Relative Velocity

I was doing some thought experiments and concluded the following: The speed of a moving object can never be absolute. It changes depending on who is looking at it, and what is their own relative reference for gauging speed, and their own velocity. But since we cannot gauge any velocity except through the movement of an external body, the whole of speed is just as much of an illusion as is time/space.

Galilean Relativity

By Taylor Moffitt of Halydean

The only way to gauge movement is through the movement of an external body. If we are in the darkness of space, alone, we have no external reference by which we may determine any movement. On earth, our usual reference is the ground under our feet, which is actually rotating about the earth’s axis at about 1,000 miles per hour, going through a procession on its axis, and orbiting the sun at about 67,000 miles per hour in an imperfect ellipse. Our solar system is at the same time traveling at about 514,000 miles per hour around the Milky Way galaxy, while it also is moving towards M31 (the Andromeda galaxy) at about 250,000 miles per hour. The thought of anything in our world being motionless is an illusion created by the fact that everything we see is moving with us, making us unable to gauge any of this movement. We don’t really even know if our galaxy is moving or if M31 is moving towards us, other than making an estimate of this relative to the movement of other galaxies.

Traveling at Near Light Speed

By Taylor Moffitt of Halydean

Muons were discovered by Anderson & Neddermeyer in 1936. They are created when particles from space crash into the atmosphere, for about 2 millionths of a second. They travel at 99% of the speed of light. Here on earth, from our perspective, they should be able to travel about .66km. However, research has shown that due to Einstein’s theory of special relativity, the particles do not age according to time from our perspective, but from their own perspective of time, which is slowed down by their great speed. This allows them to travel for about .66 km, or 32 km, depending no your perspective. One of these measurements is 48.48 times faster than the other, relatively speaking.

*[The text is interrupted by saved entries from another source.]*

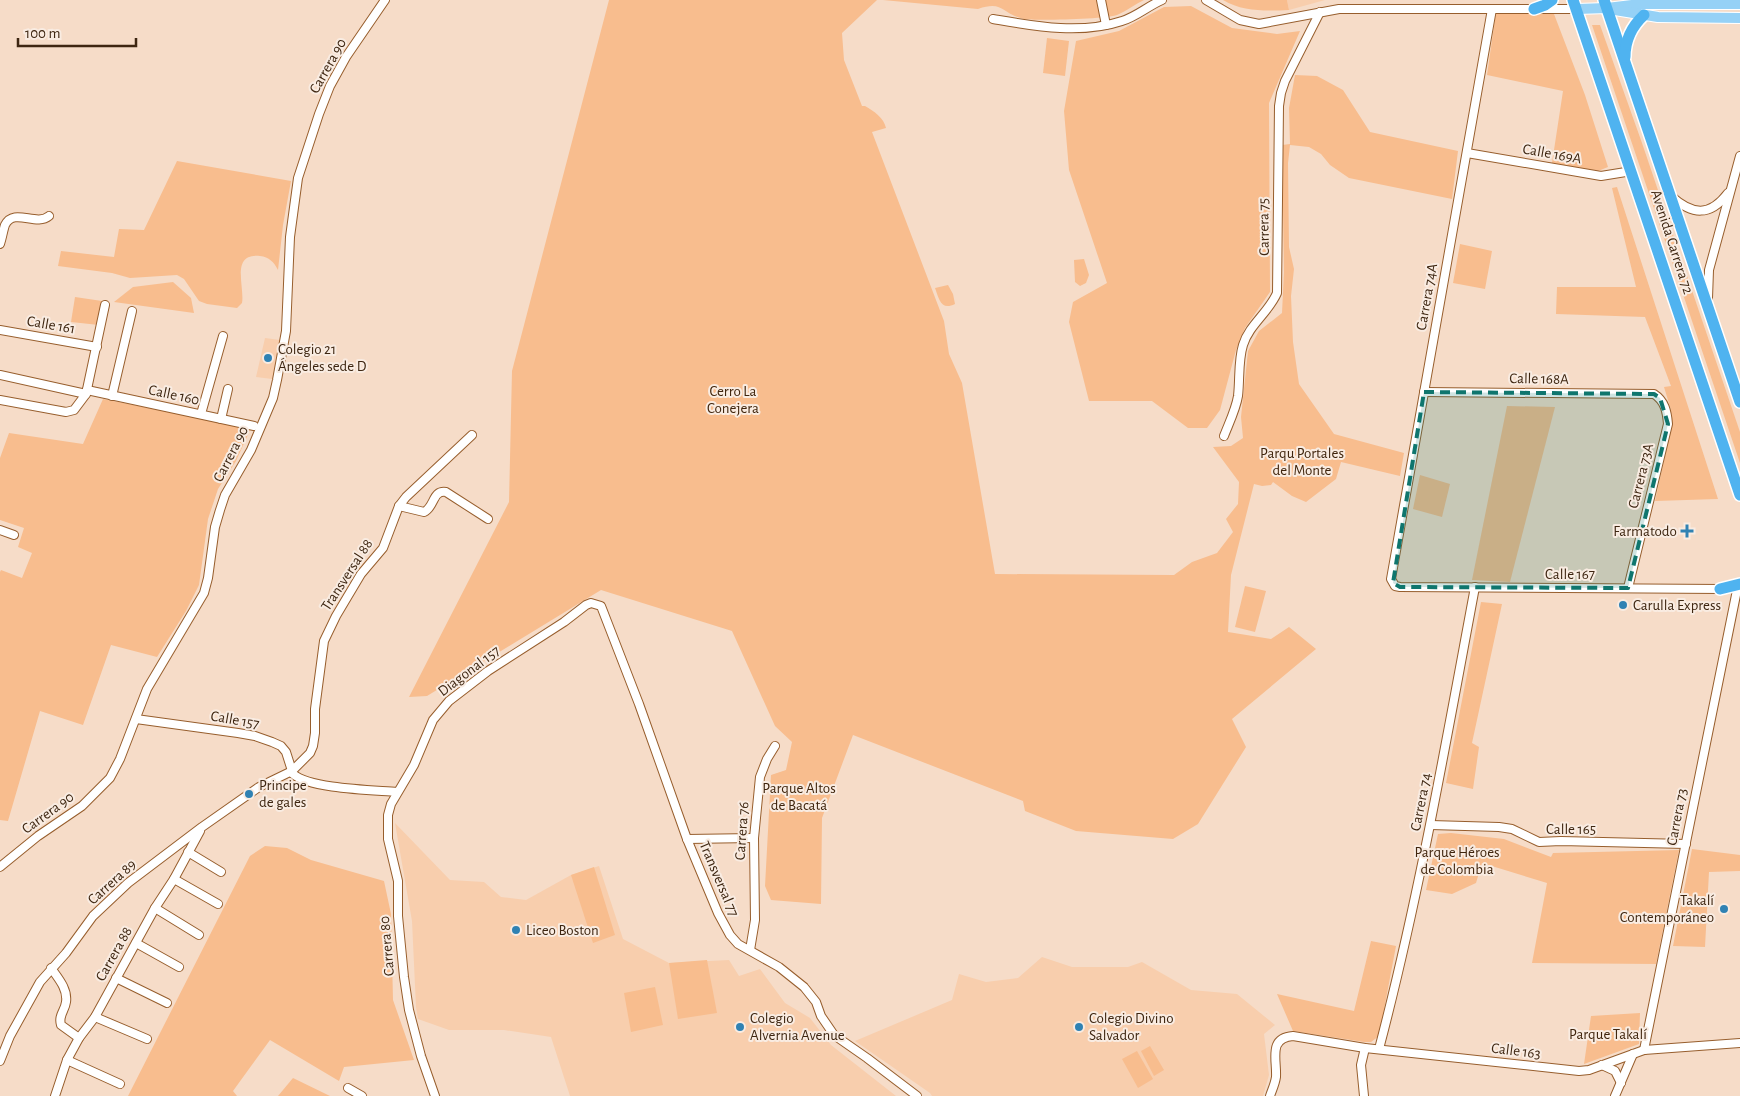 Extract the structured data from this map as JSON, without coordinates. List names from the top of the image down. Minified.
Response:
{"streets":{"highway":["Avenida Carrera 72"],"street":["Carrera 90","Calle 169A","Carrera 75","Carrera 74A","Calle 161","Calle 168A","Calle 160","Carrera 73A","Calle 167","Transversal 88","Diagonal 157","Calle 157","Carrera 74","Carrera 73","Calle 165","Carrera 76","Transversal 77","Carrera 89","Carrera 80","Carrera 88","Calle 163"]},"crossings":[["Carrera 90","Calle 157"],["Calle 169A","Avenida Carrera 72"],["Calle 169A","Carrera 74A"],["Carrera 74A","Calle 168A"],["Carrera 74A","Calle 167"],["Calle 168A","Carrera 73A"],["Carrera 73A","Calle 167"],["Calle 167","Carrera 74"],["Transversal 88","Calle 157"],["Transversal 88","Carrera 89"],["Diagonal 157","Transversal 77"],["Diagonal 157","Carrera 80"],["Calle 157","Carrera 89"],["Carrera 74","Calle 165"],["Carrera 74","Calle 163"],["Carrera 73","Calle 165"],["Carrera 73","Calle 163"],["Carrera 76","Transversal 77"],["Carrera 89","Carrera 88"]],"parks":["Cerro La Conejera","Parqu Portales del Monte","Parque Altos de Bacatá","Parque Héroes de Colombia","Parque Takalí"],"places":{"other":["Colegio 21 Ángeles sede D","Carulla Express","Principe de gales","Takalí Contemporáneo","Liceo Boston","Colegio Alvernia Avenue","Colegio Divino Salvador"],"health":["Farmatodo"]},"scale_bar":"100 m"} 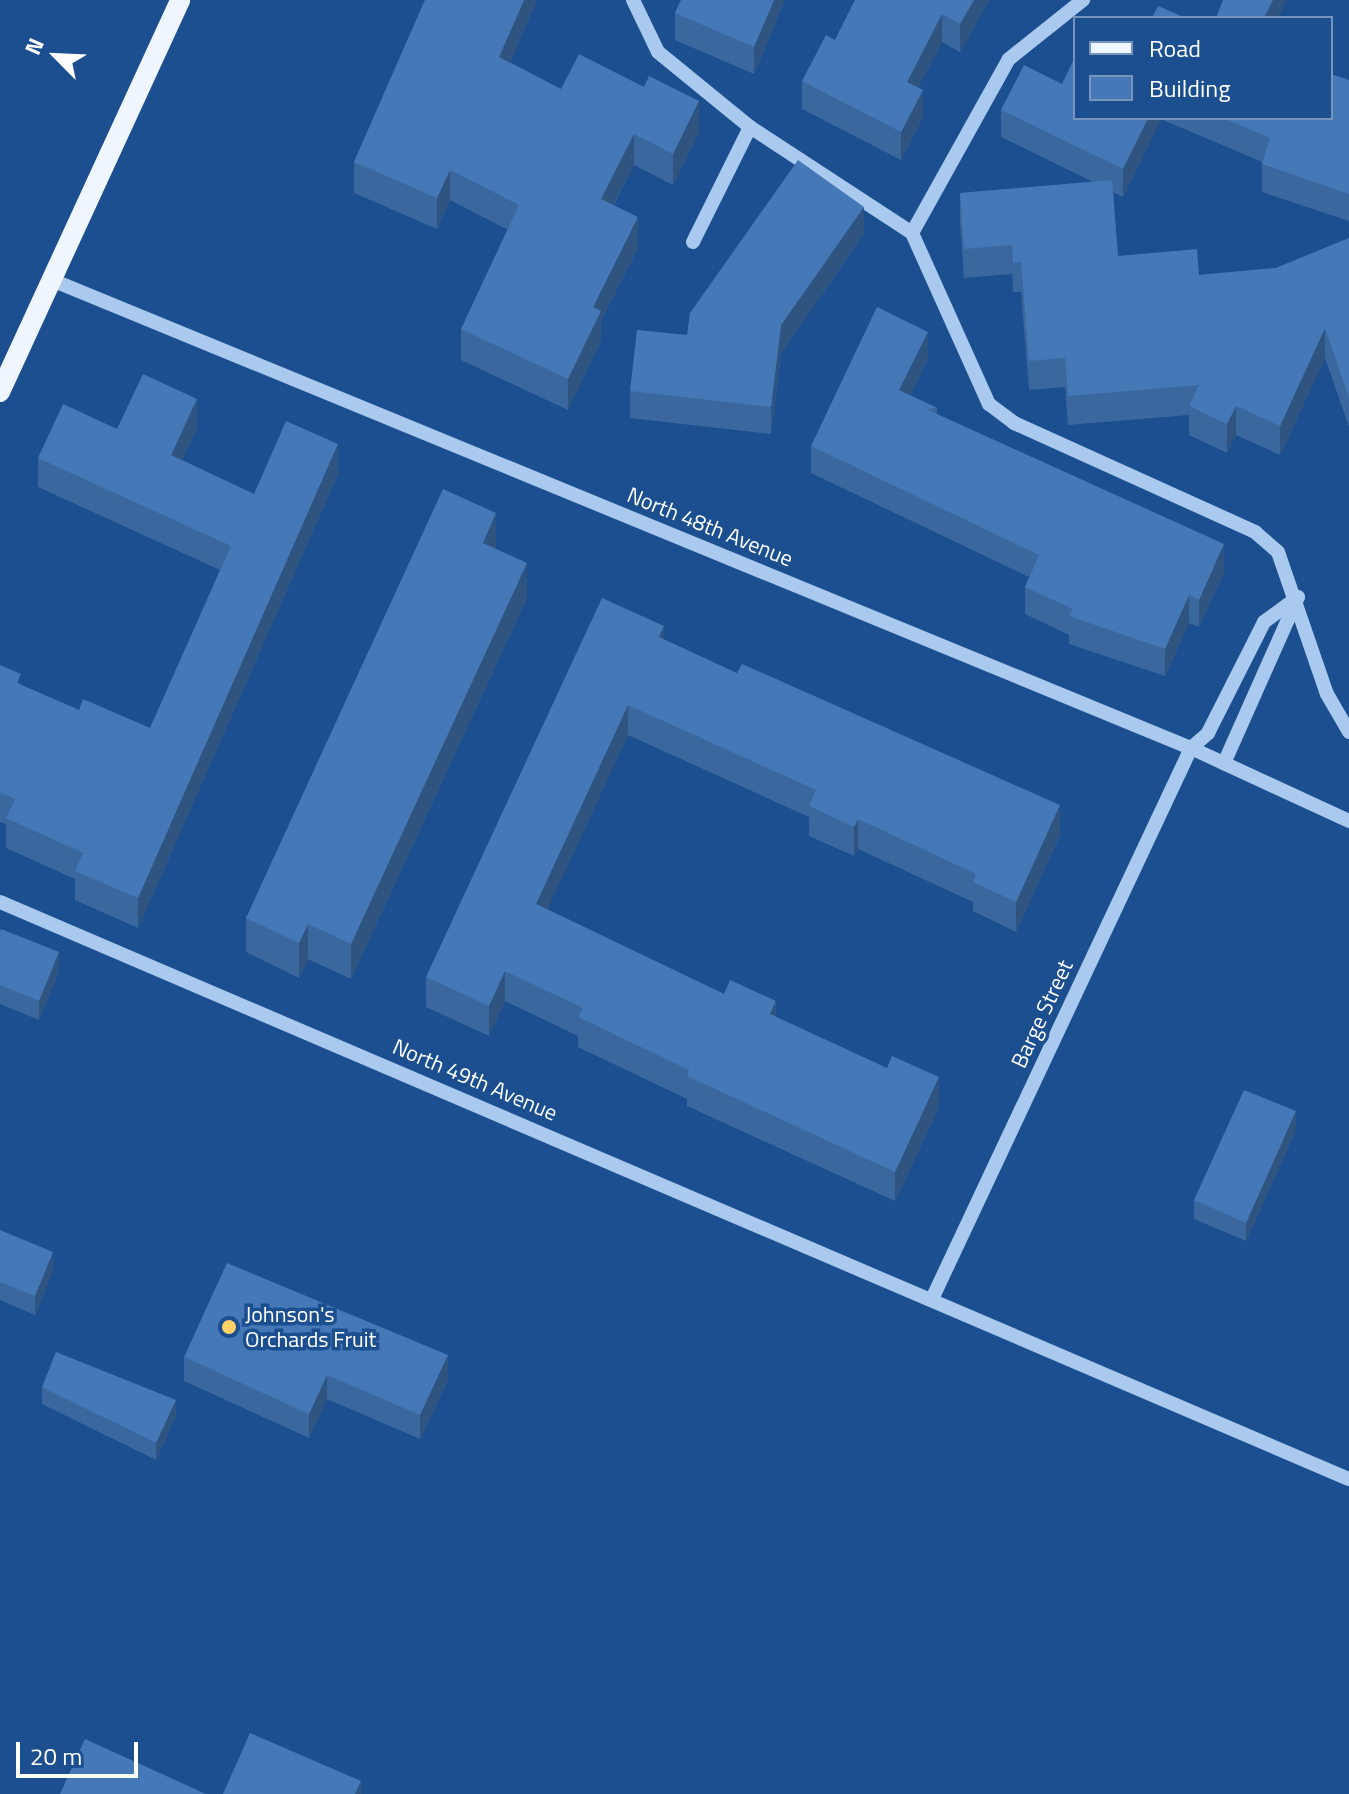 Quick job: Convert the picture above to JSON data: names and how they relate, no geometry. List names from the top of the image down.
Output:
{
  "streets": {
    "street": ["North 48th Avenue", "Barge Street", "North 49th Avenue"]
  },
  "crossings": [
    ["North 48th Avenue", "Barge Street"],
    ["Barge Street", "North 49th Avenue"]
  ],
  "places": ["Johnson's Orchards Fruit"],
  "legend": ["Road", "Building"],
  "scale_bar": "20 m",
  "north": "top left"
}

I thought that was pretty interesting because I figure it means that to travel 48.48 light years at 99% of the speed of light, one will need only to wait 1 year… and will only need enough fuel and supplies to travel for one year. Alpha Centauri is our nearest star system at 4.22 light years away. Since there are 365.259636 days in a year, if we had a warp-drive spaceship capable of traveling at 99% of the speed of light for the entire trip, we would need to pack enough meals and oxygen et cetera for only about 31 days and 10 hours.

 

Division by Zero

By Taylor Moffitt of Halydean

Some have said that division by zero is an infinite number, while your calculator probably says that it is “undefined”. The mathematical logic goes something like this: the smaller the divisor, the larger the quotient. So if we divide something by a very small number (such as 1-1,000,000 ) we will get a very large number. Division by zero only approaches infinity as long as the divisor approaches an infinitely small positive value, yet, it can never arrive at zero no matter how small it gets. The moment it arrives at zero, the pattern is fundamentally disrupted. To ask, “How do you cut a cake into zero pieces,” is not asking for a non-sequitur such as “infinity.” To answer “infinity” does not work, because you can only divide things into their smallest fundamental increments, subatomic particles, Planck lengths, et cetera, not into infinitely small pieces. If we were to divide it into energy, infinity is not possible there either because of the cake has a quantifiable energy component, as the law of general relativity shows us. Another approach is to visualize division by zero. If I were to ask my child how many cookies were eaten from the cookie jar, and the response was “zero,” that would mean nobody ate any cookies. It doesn’t mean that there was a person there going through the motions of eating a cookie with some infinitely small quantity of cookies. To divide by zero is to divide by nothing, and is therefore not to divide at all.

x / 0 = x

In statistics zero is treated as a story problem, such as n minus one choose zero is one. For example, “How many ways can you  order coffee at Starbucks when there are no customers there to choose?” The answer is one because you have one outcome, the way you do it when there is nobody there. Nobody says it is undefined, infinite, or zero. It has a simple, quantifiable value. This treatment of zero is the same reason why 0!=1 in factorials. This is also similar to the case of Bose who proposed that there were only 3 possible outcomes to flipping 2 coins, rather than 4. Bose was laughed at by everyone until a guy named Einstein took note and the Bose-Einstein construct was developed in physics using that principle. The underlying math in the Bose-Einstein construct again goes back to the story problem treatment of zero.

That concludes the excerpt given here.